William Burroughs So that certainly one of the, uh, one of the basic mechanisms of compulsive verbalization is as a [unintelligible] that it's a painkiller. It is literally junk.
Studs Terkel That's junk, too. That's interesting. Language is
Allen Ginsberg Right.
Studs Terkel Yeah, language as dope.
Allen Ginsberg So who controls the supply?
William Burroughs When
Studs Terkel Now we come -- there's a phrase long ago
William Burroughs Who's the pusher?
Studs Terkel Yeah, who controls -- wait, who
Allen Ginsberg I remember "The Selling of the President", the selling of the concepts and images say of Nixon, or the role of the mass media in selling images and words to the public but that's Bill's [unintelligible]
Studs Terkel So that's interesting -- who, who sells the language, who conditions you to think or use a certain phrase? And so this is interesting, language as junk. And so, in a way, Bill Burroughs played a role in de-addicting you from the use of what might be considered banal language or the accepted traditional language which is junk.
Allen Ginsberg Conditioned language.
Studs Terkel Conditioned,
Allen Ginsberg Habitual language.
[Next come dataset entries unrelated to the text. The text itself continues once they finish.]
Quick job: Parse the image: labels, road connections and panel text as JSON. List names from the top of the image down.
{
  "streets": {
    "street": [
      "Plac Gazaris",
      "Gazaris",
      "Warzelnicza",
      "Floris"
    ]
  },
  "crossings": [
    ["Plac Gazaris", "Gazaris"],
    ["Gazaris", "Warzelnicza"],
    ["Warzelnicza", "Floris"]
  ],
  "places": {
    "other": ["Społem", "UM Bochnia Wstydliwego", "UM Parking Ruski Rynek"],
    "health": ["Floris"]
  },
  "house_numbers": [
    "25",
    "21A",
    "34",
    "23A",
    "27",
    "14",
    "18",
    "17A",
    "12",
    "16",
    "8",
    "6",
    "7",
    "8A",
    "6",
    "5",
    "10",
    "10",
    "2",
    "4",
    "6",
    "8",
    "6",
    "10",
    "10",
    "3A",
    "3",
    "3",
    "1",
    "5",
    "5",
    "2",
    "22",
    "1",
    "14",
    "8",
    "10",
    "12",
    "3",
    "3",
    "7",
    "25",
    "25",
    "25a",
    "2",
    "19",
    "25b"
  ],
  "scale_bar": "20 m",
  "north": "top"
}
Habit language, right, we got, language we have to
William Burroughs Habit language and above all, compulsive
Studs Terkel I was thinking, since you two speak of, you speak of early meeting, when Allen Ginsberg was here for "The Big Table", Paul Carroll's "Big Table" under attack by the, by the Comstocks of our day.
Allen Ginsberg For the language, for the breakthrough of language
Studs Terkel For the use of language
Allen Ginsberg Precisely.
Studs Terkel Several benefits. They
Allen Ginsberg They were trying to control the language in Chicago in '59.
Studs Terkel And this was 1959.
Allen Ginsberg Right.
Studs Terkel And you were here in the studio, another studio we had. You came with Gregory Corso and Orlovsky, Peter Orlovsky.
Allen Ginsberg Peter
Studs Terkel And now suppose we hear a part of that.
Allen Ginsberg Yeah, but I should say just before we
Allen Ginsberg That the reason we came was that "Chicago Review" was going to publish the first large section of Burroughs's "Naked Lunch" ever to be published in America, and that was being banned.
William Burroughs Or anywhere else.
Allen Ginsberg Or
Studs Terkel Oh,
Allen Ginsberg That was the reason we came.
William Burroughs First publication was at the University of Chicago.
William Burroughs And that led, that led directly to the publication of the, of the novel in, by Maurice Girodias of Olympia Press in Paris in 1959. That is, he heard about this case, and that aroused
Studs Terkel Oh, so Chicago then really played a role.
Allen Ginsberg Immense.
William Burroughs A vital role. A vital role.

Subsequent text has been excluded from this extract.